Warren's Abstract Machine: A Tutorial Reconstruction

20 points by veqq


badtuple

I love love love love this book. It's what made me grok prolog. I needed to understand how terms were lowered to computation to really "get it", which isn't how most people teach it. The book builds up micro versions of an interpreter and iterates on it as it goes, defining just the small parts you need at each step.

I have a print version (only $30 on Amazon) and highly recommend it. It's very linear, so you can read it in chunks at a time and away from a computer. It probably doesn't seem like it from the subject matter, but the format makes it a great traveling or camping book.
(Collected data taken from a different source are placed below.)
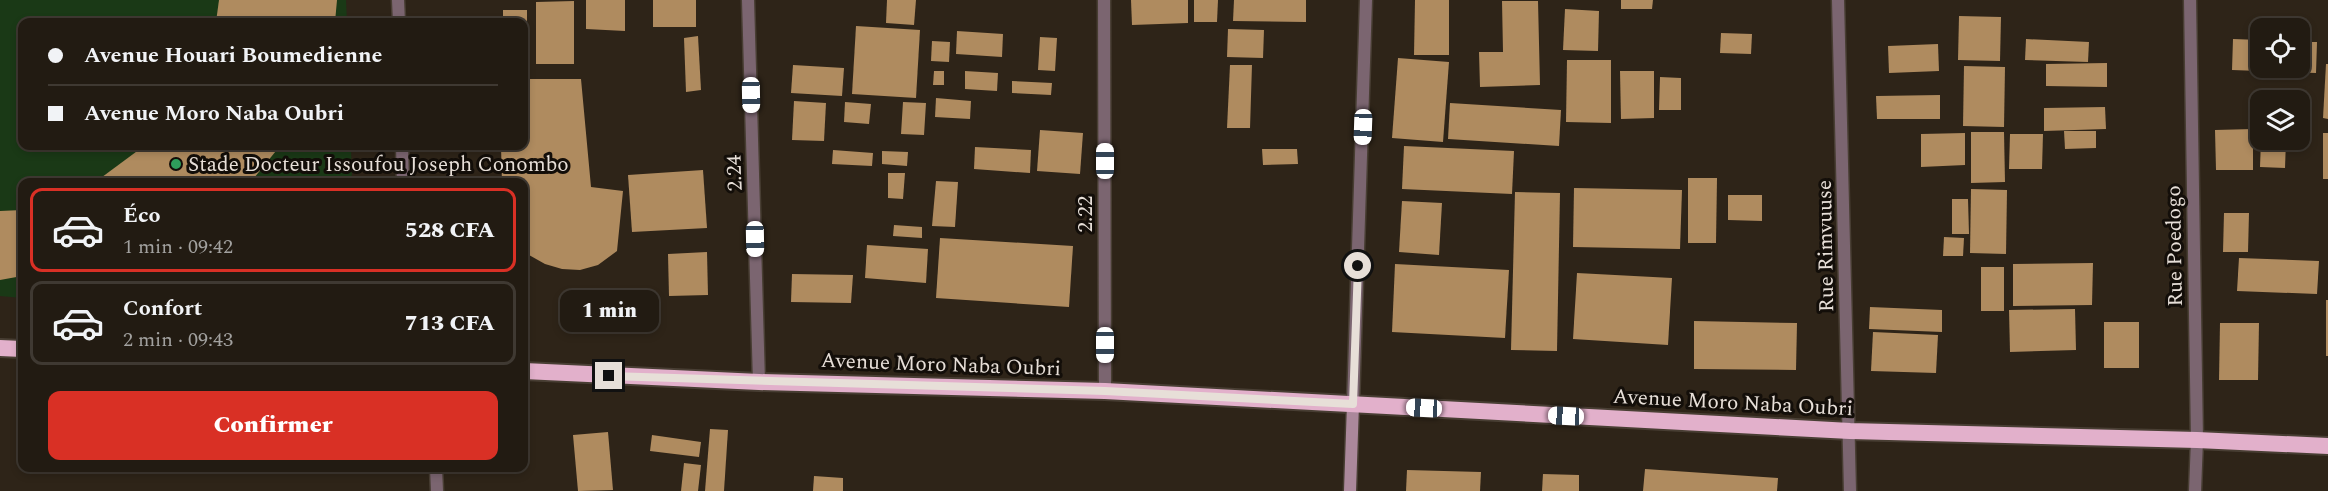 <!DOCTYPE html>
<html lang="fr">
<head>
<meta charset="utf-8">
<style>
	:root { --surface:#221b12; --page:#2e2820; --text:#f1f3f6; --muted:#a2a19f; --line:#3f3932; --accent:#d93025 }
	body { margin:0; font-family:Spectral,serif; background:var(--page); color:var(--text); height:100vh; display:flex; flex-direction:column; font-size:22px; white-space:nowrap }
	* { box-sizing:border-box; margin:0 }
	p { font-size:20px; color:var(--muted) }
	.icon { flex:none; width:33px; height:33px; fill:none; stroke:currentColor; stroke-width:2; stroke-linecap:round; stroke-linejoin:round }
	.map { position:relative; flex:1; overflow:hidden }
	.panel { position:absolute; left:18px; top:178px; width:510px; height:294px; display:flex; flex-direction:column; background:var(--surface); border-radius:12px; box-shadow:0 3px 9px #0003,0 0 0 2px var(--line) }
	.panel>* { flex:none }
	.guide { position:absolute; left:18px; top:18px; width:510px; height:132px; border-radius:12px; box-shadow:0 3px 9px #0003,0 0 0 2px var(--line); display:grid; align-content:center; height:132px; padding:0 30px; background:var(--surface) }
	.tools { position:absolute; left:2250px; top:18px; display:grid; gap:12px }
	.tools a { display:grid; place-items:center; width:60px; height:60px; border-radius:12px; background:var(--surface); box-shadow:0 3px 9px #0003,0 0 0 2px var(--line); font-size:30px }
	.end { position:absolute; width:27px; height:27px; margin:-14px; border:8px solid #e7dfd8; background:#111; box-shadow:0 0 0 3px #111 }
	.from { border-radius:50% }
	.bubble { position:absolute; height:42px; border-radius:12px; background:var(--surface); box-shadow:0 3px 9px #0003,0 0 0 2px var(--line); font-size:20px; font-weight:800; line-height:42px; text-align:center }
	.car { position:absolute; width:18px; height:36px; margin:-18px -9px; border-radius:8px; box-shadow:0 0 4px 2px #0007; background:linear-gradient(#fff 24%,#345 0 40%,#fff 0 76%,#345 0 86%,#fff 0) }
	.guide b { display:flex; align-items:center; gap:21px; height:57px; font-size:22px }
	.guide b+b { border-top:2px solid var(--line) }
	.guide i { width:15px; height:15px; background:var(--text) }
	ul { padding:10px 0 0; list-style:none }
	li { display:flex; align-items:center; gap:18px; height:84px; margin:0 12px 9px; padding:0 18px; border:3px solid var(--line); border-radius:12px }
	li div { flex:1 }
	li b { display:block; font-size:22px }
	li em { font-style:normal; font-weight:800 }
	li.active { border-color:var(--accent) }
	li>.icon { width:54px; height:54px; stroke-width:1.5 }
	.button { display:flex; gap:12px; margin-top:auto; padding:12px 30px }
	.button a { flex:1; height:69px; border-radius:12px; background:var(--accent); color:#fff; font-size:24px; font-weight:800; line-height:69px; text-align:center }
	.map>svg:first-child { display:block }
	.green { fill:#1a3916 }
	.building { fill:#af8b5f }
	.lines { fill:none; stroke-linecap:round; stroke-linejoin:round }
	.minor-casing { stroke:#483e33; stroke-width:15 }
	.tertiary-casing { stroke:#483e33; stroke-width:15 }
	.secondary-casing { stroke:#483e33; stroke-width:15 }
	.trunk-casing { stroke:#483e33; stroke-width:20 }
	.minor { stroke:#7b6570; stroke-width:12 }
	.tertiary { stroke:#7b6570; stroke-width:12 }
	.secondary { stroke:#ab889b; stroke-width:12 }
	.trunk { stroke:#e2b0cb; stroke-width:16 }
	.route { stroke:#e7dfd8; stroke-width:8 }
	.leisure-dot { fill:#2e9e5b; stroke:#130e09; stroke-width:2 }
	.labels { text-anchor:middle; stroke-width:6; stroke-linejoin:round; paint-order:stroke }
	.poi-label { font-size:21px; fill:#e7dfd8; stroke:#130e09; text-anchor:start }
	.street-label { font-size:21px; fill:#e7dfd8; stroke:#130e09 }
</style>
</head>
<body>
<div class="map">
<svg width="2328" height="491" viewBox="0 0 2328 491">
	<rect width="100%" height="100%" fill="#2e2418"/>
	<!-- green -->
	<polygon class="green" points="0,0 346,0 347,22 22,22 22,146 351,146 352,183 22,183 22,298 0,296"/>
	<!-- building -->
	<g class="building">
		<polygon points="219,0 337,0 335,22 216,22"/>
		<polygon points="586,0 625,0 625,31 586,29"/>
		<rect x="653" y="0" width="43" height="27"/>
		<polygon points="887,0 916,0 914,25 886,23"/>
		<polygon points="1131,0 1188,0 1188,23 1132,25"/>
		<polygon points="1194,0 1218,0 1217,22 1194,22"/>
		<polygon points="1234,0 1306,0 1306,22 1233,21"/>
		<polygon points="1415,0 1449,0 1449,55 1414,55"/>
		<polygon points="1621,0 1653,0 1652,9 1621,9"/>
		<polygon points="574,1 574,64 536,64 536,2"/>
		<polygon points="1502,1 1538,1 1540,85 1480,87 1479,52 1503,52"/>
		<polygon points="1565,9 1599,11 1598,51 1563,50"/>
		<polygon points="503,10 527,10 527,31 524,31 524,22 503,22"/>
		<polygon points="1959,16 2001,17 2000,61 1958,60"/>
		<polygon points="856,26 920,30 916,98 852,94"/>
		<polygon points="1228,29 1264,30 1263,58 1227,57"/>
		<polygon points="957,31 1003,34 1002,57 956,54"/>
		<polygon points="1721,33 1752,34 1751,54 1720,53"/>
		<polygon points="698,36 701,90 686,92 684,38"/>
		<polygon points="1040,37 1057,38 1055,71 1038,70"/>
		<polygon points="2026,39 2089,42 2088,62 2025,60"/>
		<polygon points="2233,39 2260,40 2260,68 2300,68 2300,42 2317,42 2316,73 2232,70"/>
		<polygon points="932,41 950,42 949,62 931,61"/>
		<polygon points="1938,44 1939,71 1889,73 1888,46"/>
		<polygon points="1398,58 1449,62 1443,142 1392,138"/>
		<polygon points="1567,60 1611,60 1611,123 1566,122"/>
		<polygon points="2107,63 2107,87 2046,86 2046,64"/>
		<polygon points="2326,64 2328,64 2328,119 2323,118"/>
		<polygon points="793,65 844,68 842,96 791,93"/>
		<polygon points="1230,65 1252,65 1250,128 1227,128"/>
		<polygon points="1964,66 2005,67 2004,127 1963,126"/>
		<polygon points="934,71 944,71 944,85 933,85"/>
		<polygon points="965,71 998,73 997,91 965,89"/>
		<polygon points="1620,71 1654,71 1654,118 1621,119"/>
		<polygon points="1660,77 1681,78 1681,110 1659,110"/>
		<polygon points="524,79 581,79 591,187 623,191 617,251 598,265 580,270 562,269 545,264 529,255 524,248 524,183 502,183 501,146 524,146"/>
		<polygon points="1012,81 1052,83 1051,95 1012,93"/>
		<polygon points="1940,95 1940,119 1877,119 1876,96"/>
		<polygon points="936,98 971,101 970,119 935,117"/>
		<polygon points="794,101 826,103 824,141 792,140"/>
		<polygon points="845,102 871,104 869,124 844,122"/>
		<polygon points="903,102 926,103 924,135 901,134"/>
		<polygon points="1450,103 1561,110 1559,146 1448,139"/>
		<polygon points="2105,107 2106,129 2044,131 2044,108"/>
		<polygon points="2253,129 2253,170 2216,170 2215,130"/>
		<polygon points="1040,130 1083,133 1080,174 1037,171"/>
		<polygon points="2064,131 2096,131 2096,148 2065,149"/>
		<polygon points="1971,132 2004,132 2005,182 1971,183"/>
		<polygon points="1965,133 1965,165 1921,167 1921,134"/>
		<rect x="2323" y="133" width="5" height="46"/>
		<polygon points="2010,134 2043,134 2042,169 2009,169"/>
		<polygon points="2261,140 2286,140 2285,168 2260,167"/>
		<polygon points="144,146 280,146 250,183 94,183"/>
		<polygon points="1404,146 1514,151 1512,194 1402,189"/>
		<polygon points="975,147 1031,150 1030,173 974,169"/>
		<polygon points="1262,149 1297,149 1298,164 1263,165"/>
		<polygon points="833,150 873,153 872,166 832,164"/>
		<polygon points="882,151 908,152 907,166 882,164"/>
		<polygon points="703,170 707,228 632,232 628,175"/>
		<polygon points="888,173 905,173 903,199 888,198"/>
		<polygon points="1688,178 1717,178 1716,243 1688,243"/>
		<polygon points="936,181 958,182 955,227 932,226"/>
		<polygon points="1574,188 1682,190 1680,249 1573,247"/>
		<polygon points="1971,189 2007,190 2006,254 1970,253"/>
		<polygon points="1515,192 1560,193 1557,351 1511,350"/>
		<polygon points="1728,195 1762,195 1762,221 1728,220"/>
		<polygon points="1952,199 1968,199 1969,234 1952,234"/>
		<polygon points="1402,201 1442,203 1439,255 1399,252"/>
		<polygon points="22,210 22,276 0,280 0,211"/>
		<polygon points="2224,213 2249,213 2248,252 2223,252"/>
		<polygon points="894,225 922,227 922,238 893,236"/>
		<polygon points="1944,237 1964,238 1963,256 1943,256"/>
		<polygon points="940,238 1073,246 1069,307 936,298"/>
		<polygon points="867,245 928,249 926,283 865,278"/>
		<polygon points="707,252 708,295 669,296 668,254"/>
		<polygon points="2239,258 2319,261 2317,294 2237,291"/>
		<polygon points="2093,263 2092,305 2013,306 2013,264"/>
		<polygon points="1395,264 1509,270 1505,338 1392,332"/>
		<rect x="1981" y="267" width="23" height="44"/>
		<polygon points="1577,273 1672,278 1668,345 1573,339"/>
		<polygon points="792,274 853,275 851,303 791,302"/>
		<rect x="2326" y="300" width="2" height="56"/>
		<polygon points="1870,307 1942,310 1942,332 1869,329"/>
		<polygon points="2075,309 2076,350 2010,352 2009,310"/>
		<polygon points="1694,321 1797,323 1796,370 1694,369"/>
		<rect x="2104" y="322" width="35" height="46"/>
		<polygon points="2220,323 2259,323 2258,380 2219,380"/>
		<polygon points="1873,332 1938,335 1936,373 1871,371"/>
		<polygon points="710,429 728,430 724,491 705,491"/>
		<polygon points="608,432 613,490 578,491 573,435"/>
		<polygon points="652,435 701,442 699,457 650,451"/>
		<polygon points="684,463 701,465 698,491 681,491"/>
		<polygon points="1645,469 1778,478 1777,491 1643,491"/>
		<polygon points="1407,470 1481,472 1480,491 1406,491"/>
		<polygon points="1543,474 1579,475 1579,491 1542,491"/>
		<polygon points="814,476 843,478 843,491 813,491"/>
	</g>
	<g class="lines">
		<!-- minor casing -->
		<g class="minor-casing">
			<g id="minor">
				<polyline points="398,0 399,22"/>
				<polyline points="748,0 759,382"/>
				<polyline points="1104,0 1105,391"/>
				<polyline points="1838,0 1850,491"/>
				<polyline points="2190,0 2197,440 2195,491"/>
				<polyline points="402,146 403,183"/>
				<polyline points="436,468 437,491"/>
			</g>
		</g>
		<!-- tertiary casing -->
		<g class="tertiary-casing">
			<polyline id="tertiary" points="1353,404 1366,0"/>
		</g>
		<!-- secondary casing -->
		<g class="secondary-casing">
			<polyline id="secondary" points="1350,491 1353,404"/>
		</g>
		<!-- trunk casing -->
		<g class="trunk-casing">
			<g id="trunk">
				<polyline points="0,348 22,349"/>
				<polyline points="524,371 759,382 1105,391 1850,431 2197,440 2328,446"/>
			</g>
		</g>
		<!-- minor -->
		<use href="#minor" class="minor"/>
		<!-- tertiary -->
		<use href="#tertiary" class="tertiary"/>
		<!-- secondary -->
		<use href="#secondary" class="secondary"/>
		<!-- trunk -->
		<use href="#trunk" class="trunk"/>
	</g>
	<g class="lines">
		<!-- route -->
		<polyline class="route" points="609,376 1105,391 1353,404 1358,266"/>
	</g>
	<!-- markers -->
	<circle class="leisure-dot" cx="176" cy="164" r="6"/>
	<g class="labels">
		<!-- poi labels -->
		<g class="poi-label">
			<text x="188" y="171">Stade Docteur Issoufou Joseph Conombo</text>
		</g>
		<!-- street labels -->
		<g class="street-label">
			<text transform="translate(734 173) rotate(-92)" y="7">2.24</text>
			<text transform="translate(1085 214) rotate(-90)" y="7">2.22</text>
			<text transform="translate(1825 246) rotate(-91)" y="7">Rue Rimvuuse</text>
			<text transform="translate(2174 246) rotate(-91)" y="7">Rue Poedogo</text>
			<text transform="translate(941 364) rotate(2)" y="7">Avenue Moro Naba Oubri</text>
			<text transform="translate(1733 402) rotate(3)" y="7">Avenue Moro Naba Oubri</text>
		</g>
	</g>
</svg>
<div class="tools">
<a><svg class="icon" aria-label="locate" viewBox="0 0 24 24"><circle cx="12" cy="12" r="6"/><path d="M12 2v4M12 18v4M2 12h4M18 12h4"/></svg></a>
<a><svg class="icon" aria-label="layers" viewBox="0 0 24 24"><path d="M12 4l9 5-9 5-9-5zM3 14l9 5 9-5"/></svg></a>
</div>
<i class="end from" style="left:1358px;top:266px"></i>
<i class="end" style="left:609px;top:376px"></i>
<div class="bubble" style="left:560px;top:290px;width:99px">1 min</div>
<i class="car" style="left:751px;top:95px;rotate:179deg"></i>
<i class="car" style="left:1363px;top:127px;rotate:182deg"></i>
<i class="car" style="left:1105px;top:161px;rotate:0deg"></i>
<i class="car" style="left:755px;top:239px;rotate:179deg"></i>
<i class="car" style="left:1105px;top:345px;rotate:180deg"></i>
<i class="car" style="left:1424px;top:408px;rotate:273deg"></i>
<i class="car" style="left:1566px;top:416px;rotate:273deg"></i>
<div class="guide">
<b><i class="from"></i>Avenue Houari Boumedienne</b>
<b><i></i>Avenue Moro Naba Oubri</b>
</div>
<section class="panel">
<ul>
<li class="active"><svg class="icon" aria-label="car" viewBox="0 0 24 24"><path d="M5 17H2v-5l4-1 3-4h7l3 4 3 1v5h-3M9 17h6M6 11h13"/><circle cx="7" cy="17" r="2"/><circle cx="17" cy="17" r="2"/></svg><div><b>Éco</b><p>1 min · 09:42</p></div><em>528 CFA</em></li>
<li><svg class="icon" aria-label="car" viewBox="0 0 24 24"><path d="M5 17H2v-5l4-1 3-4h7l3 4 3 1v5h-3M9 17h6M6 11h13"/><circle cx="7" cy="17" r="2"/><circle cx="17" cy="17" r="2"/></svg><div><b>Confort</b><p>2 min · 09:43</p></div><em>713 CFA</em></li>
</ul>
<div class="button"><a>Confirmer</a></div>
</section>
</div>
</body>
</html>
It's <100 pages + appendices.

My only "complaint" is that due to the notation some pages can get pretty dense towards the end. But you've also spent the entire book building up the notation from first principles, so it's not like it'd lose anyone regardless of background. I just know I cruised through the first 3/4ths of the book before suddenly spending alot more time on each page :P

I wish more indepth tutorials existed that followed this style. The only thing I can think of that's sort of comparable is Robert Nystrom's "Crafting Interpreters", though that is targeting a very different audience.

carlomonte

it's fundamental and very very very well written. love it, too. we still need to look at other engines beyond wam to keep the field alive (mini kanren doesn't use wam).